1517
On Oct. 31, legend has it that the priest and scholar Martin Luther approached the door of the Castle Church in Wittenberg, Germany, and nailed a piece of paper to it containing the 95 revolutionary opinions that would begin the Protestant Reformation.
1777
On Nov. 2, the USS Ranger, with a crew of 140 men under the command of John Paul Jones, left Portsmouth, New Hampshire, for the naval port at Brest, France, where it will stop before heading toward the Irish Sea to begin raids on British warships. This was the first mission of its kind during the Revolutionary War.
1948
In the greatest upset in presidential election history, Democratic incumbent Harry S. Truman defeats his Republican challenger, Gov. Thomas E. Dewey of New York, by just over two million popular votes.
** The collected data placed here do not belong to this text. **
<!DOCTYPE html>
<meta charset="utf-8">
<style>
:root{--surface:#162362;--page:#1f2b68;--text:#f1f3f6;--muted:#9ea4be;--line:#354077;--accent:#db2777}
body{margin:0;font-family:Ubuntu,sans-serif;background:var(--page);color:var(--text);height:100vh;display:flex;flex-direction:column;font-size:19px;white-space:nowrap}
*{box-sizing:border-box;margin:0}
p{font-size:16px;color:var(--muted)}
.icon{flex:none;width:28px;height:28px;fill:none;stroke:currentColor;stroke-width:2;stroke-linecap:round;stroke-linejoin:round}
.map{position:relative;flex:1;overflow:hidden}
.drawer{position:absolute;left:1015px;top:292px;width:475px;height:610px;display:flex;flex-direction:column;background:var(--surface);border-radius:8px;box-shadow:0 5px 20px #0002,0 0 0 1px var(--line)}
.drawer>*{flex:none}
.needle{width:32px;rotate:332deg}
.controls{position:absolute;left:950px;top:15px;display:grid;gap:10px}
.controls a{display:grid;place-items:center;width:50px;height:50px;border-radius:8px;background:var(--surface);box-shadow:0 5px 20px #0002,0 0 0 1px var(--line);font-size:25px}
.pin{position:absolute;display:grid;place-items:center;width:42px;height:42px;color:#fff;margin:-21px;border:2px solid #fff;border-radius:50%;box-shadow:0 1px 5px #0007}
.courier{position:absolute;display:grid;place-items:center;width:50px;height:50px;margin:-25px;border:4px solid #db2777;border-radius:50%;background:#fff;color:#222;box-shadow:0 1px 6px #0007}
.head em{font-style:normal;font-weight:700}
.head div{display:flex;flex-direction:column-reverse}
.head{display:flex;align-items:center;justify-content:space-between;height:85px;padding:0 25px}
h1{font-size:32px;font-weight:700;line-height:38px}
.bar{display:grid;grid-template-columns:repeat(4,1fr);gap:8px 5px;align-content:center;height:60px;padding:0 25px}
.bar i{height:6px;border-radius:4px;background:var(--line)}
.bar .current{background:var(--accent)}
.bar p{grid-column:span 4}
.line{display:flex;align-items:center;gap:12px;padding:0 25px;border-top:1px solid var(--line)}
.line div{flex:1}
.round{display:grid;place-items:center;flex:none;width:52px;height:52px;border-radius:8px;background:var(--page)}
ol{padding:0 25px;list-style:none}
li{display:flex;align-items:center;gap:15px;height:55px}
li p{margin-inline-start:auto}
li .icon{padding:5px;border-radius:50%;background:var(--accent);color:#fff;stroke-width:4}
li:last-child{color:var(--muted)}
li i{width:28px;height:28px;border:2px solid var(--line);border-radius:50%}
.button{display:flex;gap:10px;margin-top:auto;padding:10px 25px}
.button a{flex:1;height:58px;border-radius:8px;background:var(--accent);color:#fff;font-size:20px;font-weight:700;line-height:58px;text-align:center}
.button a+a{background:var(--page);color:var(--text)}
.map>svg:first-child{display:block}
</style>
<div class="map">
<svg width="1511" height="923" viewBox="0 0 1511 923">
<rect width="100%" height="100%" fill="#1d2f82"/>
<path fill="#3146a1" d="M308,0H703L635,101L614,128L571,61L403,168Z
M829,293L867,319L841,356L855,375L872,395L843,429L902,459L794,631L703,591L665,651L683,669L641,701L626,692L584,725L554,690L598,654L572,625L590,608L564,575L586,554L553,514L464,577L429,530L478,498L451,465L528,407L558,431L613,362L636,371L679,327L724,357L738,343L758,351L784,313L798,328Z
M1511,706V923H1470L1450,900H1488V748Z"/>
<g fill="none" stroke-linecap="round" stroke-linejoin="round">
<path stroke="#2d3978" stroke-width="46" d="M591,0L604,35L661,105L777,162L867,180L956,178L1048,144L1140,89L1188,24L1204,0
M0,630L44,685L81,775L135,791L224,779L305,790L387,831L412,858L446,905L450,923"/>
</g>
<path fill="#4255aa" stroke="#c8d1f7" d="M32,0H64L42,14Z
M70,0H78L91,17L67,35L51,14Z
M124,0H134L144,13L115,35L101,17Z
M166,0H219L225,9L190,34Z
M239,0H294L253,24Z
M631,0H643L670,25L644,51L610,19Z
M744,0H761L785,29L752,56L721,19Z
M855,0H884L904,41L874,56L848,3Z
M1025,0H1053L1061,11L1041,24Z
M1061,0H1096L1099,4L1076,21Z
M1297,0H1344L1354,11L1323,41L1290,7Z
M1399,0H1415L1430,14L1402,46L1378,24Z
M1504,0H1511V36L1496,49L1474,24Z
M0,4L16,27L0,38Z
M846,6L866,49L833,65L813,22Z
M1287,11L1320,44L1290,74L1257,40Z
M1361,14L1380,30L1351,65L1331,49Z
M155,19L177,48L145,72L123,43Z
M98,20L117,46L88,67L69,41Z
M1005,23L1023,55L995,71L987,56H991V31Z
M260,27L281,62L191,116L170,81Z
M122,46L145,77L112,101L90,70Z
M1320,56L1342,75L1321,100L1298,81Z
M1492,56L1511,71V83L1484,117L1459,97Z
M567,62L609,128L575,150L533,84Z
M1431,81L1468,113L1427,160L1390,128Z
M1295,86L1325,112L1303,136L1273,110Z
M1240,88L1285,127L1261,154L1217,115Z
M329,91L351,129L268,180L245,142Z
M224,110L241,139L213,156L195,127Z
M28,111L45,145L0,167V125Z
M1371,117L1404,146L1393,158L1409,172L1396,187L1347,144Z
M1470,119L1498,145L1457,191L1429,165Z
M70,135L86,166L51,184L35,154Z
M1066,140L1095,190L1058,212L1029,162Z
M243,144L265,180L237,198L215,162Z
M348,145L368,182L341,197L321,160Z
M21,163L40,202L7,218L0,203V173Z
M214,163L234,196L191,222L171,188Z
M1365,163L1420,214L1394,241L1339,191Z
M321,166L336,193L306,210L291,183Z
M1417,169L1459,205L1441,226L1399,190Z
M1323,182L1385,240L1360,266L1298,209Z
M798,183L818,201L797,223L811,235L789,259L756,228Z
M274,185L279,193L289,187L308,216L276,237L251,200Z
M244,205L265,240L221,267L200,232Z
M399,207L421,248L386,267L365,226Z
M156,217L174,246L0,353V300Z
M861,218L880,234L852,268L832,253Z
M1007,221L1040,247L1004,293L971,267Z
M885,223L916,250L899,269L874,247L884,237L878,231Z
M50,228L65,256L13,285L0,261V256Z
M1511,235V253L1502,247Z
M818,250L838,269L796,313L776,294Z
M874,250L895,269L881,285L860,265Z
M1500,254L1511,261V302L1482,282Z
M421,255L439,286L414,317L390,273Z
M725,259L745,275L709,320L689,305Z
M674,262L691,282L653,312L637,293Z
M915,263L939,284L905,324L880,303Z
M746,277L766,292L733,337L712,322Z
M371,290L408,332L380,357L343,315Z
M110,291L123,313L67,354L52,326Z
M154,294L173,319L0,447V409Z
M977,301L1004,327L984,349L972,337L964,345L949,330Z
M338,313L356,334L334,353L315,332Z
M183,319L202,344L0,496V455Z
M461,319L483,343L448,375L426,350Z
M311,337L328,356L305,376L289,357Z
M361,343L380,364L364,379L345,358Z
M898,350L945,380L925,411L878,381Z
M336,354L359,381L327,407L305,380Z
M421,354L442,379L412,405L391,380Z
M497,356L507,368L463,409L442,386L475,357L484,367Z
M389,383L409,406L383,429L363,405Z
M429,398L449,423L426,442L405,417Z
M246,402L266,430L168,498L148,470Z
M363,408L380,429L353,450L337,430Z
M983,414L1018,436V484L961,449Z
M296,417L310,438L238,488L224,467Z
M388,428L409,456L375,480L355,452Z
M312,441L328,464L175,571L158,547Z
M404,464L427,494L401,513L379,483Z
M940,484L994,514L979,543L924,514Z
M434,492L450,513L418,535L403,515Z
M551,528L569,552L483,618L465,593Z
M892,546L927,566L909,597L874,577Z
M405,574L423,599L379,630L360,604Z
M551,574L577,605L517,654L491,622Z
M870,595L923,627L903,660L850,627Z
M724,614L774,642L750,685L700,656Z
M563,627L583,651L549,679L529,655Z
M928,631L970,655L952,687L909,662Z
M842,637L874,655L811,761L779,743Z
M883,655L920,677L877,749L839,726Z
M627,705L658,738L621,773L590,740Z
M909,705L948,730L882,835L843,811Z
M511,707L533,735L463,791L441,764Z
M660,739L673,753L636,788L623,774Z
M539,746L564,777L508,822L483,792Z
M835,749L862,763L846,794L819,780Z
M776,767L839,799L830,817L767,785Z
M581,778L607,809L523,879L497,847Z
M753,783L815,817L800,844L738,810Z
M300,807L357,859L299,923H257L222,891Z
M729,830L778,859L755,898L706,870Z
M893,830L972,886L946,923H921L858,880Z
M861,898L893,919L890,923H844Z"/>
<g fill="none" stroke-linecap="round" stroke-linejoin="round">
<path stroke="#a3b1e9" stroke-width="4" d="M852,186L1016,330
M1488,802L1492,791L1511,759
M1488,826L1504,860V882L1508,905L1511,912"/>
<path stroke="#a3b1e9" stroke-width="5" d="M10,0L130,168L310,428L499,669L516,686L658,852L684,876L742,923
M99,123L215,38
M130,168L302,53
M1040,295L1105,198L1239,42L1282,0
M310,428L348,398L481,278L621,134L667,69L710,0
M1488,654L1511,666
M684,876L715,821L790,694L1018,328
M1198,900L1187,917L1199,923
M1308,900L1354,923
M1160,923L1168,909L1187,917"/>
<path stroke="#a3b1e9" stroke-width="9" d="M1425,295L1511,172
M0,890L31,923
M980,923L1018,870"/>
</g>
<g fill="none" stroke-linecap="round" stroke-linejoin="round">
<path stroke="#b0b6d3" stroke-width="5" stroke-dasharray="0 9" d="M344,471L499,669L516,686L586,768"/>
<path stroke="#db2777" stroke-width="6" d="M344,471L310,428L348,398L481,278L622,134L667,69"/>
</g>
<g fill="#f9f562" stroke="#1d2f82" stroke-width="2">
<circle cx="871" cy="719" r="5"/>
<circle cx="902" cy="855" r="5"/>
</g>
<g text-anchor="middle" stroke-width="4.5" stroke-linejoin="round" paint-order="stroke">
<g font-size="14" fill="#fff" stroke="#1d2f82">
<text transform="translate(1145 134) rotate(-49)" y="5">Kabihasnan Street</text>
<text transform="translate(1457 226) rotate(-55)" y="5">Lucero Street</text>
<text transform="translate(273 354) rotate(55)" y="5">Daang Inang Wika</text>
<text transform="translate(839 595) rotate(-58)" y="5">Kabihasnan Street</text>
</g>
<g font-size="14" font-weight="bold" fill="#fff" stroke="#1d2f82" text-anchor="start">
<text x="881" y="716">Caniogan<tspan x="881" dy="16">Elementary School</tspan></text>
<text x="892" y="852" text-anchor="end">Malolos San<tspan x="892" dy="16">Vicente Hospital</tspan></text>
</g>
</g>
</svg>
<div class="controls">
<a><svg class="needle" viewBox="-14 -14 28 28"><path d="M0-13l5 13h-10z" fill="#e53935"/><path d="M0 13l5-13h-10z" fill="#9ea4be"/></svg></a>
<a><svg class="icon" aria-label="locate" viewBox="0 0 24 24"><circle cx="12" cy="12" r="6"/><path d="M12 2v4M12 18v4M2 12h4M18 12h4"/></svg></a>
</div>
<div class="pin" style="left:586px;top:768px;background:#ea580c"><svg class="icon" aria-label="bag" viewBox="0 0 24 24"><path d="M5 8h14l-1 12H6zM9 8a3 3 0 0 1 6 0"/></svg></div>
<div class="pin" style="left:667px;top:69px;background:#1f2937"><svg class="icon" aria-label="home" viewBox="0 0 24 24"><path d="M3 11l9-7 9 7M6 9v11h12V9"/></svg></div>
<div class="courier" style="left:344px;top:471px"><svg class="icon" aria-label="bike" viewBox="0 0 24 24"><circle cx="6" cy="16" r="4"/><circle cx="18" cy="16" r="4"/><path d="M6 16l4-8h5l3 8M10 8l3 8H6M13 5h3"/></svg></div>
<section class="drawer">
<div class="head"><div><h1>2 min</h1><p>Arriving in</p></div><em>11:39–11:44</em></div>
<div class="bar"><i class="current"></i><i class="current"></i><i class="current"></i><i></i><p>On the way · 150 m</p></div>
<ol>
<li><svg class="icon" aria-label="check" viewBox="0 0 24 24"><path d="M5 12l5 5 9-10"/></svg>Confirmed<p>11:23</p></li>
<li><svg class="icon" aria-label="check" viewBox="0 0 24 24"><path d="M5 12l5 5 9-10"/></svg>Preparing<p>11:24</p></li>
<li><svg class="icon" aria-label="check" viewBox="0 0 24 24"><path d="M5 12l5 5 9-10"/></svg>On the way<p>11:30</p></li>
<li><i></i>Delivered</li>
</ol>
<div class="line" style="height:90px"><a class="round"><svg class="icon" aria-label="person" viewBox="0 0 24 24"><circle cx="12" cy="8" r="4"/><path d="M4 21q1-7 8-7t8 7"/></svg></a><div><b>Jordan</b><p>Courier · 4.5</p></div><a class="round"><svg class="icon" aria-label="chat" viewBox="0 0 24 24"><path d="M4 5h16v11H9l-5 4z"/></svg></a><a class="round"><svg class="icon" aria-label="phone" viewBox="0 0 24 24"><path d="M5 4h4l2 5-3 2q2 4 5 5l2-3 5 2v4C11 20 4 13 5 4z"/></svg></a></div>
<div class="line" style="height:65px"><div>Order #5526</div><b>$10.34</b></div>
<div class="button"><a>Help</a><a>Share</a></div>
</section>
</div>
In the days preceding the vote, political analysts and polls were so behind Dewey that on election night, long before all the votes were counted, the Chicago Tribune published an early edition with the banner headline “DEWEY DEFEATS TRUMAN.”
1950
Earl Lloyd became the first Black player in the NBA when on Oct. 31, 21-year-old Earl Lloyd played in an NBA game for the Washington Capitols.
1962
The Cuban Missile crisis came to a close on Oct. 28 as Soviet leader Nikita Khrushchev agrees to remove Russian missiles from Cuba in exchange for a promise from the United States to respect Cuba’s territorial sovereignty.
1965
On Oct. 28, construction was completed on the Gateway Arch, a spectacular 630-foot-high parabola of stainless steel marking the Jefferson National Expansion Memorial on the waterfront of St. Louis, Missouri.